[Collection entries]

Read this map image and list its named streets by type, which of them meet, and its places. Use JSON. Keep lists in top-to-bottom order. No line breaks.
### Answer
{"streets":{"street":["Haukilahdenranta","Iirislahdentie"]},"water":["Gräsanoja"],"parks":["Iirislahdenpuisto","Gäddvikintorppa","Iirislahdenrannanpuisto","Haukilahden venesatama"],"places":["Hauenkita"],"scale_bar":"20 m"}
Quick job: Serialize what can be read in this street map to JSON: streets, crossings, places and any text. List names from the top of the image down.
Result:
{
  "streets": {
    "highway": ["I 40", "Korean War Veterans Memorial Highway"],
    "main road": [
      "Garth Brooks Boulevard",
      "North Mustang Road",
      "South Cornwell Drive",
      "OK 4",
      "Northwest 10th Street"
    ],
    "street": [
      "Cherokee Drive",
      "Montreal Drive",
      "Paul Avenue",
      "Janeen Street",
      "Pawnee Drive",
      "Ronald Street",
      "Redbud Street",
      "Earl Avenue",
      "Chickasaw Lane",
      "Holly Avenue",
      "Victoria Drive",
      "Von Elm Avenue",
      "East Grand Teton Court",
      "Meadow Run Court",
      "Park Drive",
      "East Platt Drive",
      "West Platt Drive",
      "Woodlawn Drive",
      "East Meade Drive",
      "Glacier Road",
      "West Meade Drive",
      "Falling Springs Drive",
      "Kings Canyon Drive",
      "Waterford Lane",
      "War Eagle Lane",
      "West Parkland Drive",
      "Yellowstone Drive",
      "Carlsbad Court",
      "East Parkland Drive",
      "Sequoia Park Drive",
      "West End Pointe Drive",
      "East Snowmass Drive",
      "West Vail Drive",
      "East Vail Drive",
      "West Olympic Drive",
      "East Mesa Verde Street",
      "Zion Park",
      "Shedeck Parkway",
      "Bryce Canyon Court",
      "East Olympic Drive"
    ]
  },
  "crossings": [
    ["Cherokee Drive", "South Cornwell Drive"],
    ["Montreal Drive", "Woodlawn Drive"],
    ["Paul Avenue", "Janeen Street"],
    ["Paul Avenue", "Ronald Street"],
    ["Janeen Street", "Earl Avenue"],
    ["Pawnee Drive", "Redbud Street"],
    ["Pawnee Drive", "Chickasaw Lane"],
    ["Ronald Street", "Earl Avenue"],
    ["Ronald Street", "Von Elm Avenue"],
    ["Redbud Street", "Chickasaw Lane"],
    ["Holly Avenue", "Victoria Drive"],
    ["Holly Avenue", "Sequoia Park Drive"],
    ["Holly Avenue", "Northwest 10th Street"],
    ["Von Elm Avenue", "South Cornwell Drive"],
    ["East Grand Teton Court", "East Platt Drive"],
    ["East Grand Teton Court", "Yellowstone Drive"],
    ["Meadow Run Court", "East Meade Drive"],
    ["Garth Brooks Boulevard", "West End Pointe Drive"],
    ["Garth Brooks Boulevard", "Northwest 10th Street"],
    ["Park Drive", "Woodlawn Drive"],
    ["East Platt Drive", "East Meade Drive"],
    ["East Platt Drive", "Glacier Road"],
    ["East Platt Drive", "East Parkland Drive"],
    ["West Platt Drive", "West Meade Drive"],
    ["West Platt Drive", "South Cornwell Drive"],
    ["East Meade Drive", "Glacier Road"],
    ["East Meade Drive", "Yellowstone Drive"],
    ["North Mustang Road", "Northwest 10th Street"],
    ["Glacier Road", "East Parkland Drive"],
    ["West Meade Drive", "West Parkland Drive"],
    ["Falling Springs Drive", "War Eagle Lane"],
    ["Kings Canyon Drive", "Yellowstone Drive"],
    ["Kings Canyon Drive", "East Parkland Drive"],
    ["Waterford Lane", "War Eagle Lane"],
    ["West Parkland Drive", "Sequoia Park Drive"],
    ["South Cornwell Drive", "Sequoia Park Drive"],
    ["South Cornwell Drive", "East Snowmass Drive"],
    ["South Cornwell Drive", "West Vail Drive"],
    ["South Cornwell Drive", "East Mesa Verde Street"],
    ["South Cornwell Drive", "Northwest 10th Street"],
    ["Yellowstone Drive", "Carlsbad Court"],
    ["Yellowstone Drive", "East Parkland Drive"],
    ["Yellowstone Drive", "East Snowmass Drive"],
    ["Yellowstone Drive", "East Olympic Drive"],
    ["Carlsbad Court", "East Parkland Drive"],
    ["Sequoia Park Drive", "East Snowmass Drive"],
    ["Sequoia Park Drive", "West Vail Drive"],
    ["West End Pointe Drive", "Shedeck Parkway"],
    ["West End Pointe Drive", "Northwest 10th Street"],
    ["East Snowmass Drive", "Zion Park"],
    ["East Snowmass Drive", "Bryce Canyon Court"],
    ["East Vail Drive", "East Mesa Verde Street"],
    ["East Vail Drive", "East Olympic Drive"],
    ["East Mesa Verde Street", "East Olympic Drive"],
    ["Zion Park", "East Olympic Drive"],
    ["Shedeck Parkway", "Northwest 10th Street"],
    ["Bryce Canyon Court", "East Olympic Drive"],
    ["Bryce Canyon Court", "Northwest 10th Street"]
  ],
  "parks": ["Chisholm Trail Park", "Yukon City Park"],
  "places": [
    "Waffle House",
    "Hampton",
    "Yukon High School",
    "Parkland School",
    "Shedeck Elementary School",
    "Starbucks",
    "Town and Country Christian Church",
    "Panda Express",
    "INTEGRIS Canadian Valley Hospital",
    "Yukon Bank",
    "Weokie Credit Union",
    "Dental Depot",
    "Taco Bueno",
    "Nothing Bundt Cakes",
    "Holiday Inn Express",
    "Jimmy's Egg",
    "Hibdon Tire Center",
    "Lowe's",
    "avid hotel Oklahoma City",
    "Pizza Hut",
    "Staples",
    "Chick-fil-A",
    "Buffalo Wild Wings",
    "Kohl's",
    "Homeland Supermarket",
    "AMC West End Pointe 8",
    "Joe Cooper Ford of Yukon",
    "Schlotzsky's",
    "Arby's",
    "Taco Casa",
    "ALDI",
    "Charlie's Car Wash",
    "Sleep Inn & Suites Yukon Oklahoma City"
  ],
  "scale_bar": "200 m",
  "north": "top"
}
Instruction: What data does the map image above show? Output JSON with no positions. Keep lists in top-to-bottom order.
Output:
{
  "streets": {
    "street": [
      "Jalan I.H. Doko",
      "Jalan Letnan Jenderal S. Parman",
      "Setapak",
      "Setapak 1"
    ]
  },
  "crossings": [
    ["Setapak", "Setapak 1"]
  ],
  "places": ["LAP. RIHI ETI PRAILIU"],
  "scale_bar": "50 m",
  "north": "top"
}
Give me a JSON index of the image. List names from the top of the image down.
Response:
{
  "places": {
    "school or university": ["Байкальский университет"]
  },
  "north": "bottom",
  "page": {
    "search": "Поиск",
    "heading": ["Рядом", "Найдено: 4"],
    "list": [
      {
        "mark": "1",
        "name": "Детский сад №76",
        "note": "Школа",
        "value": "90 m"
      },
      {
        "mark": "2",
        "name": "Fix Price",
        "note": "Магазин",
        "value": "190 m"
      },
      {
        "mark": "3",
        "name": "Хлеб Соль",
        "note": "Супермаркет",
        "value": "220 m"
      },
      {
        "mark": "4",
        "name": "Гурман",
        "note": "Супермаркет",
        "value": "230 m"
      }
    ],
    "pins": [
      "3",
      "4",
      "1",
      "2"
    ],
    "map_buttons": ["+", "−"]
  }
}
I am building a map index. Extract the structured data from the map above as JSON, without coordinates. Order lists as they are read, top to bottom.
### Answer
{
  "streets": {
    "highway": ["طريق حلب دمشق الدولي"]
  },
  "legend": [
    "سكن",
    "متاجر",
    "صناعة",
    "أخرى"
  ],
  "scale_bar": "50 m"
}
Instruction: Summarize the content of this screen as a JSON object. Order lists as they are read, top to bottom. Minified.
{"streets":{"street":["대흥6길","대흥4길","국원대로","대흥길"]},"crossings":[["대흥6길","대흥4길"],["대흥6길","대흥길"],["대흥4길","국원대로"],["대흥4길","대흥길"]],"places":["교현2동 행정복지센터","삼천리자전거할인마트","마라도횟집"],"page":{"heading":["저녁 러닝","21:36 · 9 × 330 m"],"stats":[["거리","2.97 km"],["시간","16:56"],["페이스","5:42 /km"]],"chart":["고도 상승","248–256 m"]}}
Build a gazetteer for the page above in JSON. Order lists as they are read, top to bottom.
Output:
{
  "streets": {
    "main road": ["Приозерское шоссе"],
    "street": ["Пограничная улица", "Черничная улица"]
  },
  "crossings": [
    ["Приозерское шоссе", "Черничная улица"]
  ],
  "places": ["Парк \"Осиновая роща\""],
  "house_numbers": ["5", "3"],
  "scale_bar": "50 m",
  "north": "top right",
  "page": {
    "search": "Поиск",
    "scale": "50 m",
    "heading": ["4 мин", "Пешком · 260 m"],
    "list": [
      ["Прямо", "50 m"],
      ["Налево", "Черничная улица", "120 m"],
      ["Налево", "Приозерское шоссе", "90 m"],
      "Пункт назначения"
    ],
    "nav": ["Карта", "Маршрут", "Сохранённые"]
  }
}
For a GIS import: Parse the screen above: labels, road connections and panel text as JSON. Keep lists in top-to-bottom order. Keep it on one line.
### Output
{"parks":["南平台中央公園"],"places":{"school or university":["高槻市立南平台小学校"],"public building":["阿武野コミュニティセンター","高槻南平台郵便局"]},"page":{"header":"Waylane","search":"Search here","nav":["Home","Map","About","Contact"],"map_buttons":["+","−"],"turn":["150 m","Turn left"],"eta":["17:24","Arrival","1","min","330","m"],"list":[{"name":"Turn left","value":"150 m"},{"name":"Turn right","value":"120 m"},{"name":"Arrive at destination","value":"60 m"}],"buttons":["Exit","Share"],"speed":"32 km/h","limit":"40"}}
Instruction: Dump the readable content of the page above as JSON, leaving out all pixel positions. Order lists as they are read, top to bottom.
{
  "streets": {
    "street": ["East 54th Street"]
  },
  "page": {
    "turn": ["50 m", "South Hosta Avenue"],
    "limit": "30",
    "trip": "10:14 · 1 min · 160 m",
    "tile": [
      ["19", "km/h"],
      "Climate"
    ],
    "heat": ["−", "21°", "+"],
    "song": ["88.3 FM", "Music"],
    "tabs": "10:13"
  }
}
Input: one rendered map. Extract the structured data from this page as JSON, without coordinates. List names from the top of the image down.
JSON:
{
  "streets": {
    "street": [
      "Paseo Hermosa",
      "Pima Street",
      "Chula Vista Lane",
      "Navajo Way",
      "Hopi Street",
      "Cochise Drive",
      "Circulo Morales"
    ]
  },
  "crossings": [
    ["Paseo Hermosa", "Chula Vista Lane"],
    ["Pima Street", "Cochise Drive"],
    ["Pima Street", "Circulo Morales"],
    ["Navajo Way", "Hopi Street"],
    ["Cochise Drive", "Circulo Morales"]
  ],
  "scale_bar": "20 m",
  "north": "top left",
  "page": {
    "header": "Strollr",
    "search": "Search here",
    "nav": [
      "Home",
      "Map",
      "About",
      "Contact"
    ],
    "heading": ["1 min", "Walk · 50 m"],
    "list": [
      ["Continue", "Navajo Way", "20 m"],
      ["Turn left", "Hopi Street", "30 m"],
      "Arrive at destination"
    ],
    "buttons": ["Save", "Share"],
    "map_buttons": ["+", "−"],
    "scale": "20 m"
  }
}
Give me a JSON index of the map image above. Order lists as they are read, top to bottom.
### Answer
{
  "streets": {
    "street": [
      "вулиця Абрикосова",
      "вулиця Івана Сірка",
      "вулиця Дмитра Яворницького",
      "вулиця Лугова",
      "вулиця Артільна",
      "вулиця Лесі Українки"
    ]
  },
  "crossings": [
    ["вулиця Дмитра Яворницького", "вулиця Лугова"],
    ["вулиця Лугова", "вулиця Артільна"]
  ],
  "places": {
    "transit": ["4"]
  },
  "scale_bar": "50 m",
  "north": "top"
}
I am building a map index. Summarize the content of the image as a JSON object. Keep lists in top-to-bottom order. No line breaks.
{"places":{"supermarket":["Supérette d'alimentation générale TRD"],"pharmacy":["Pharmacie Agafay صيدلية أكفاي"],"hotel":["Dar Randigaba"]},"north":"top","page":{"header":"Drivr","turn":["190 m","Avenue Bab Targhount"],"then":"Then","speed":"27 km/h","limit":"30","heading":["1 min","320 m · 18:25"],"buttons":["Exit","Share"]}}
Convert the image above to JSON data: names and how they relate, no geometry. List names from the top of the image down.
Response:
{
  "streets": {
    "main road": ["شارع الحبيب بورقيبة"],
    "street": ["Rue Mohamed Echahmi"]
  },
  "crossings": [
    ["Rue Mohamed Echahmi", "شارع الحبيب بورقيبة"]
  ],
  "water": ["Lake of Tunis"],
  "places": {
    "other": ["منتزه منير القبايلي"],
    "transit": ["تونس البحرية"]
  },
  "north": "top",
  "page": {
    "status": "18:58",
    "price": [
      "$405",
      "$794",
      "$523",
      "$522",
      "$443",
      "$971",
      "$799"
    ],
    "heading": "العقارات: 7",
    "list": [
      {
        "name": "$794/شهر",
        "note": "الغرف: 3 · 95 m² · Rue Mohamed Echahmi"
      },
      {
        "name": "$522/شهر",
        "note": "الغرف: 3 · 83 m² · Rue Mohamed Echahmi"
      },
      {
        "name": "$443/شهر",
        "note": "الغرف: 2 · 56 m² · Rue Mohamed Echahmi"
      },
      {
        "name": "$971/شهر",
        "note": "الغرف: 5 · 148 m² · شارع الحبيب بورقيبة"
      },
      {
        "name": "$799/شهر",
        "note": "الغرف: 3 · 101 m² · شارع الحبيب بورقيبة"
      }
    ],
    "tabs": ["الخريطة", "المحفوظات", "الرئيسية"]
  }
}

- WORK ITEM -
Show the lines above with "Olympic".

- WORKED SOLUTION -
      "West Olympic Drive",
      "East Olympic Drive"
    ["Yellowstone Drive", "East Olympic Drive"],
    ["East Vail Drive", "East Olympic Drive"],
    ["East Mesa Verde Street", "East Olympic Drive"],
    ["Zion Park", "East Olympic Drive"],
    ["Bryce Canyon Court", "East Olympic Drive"],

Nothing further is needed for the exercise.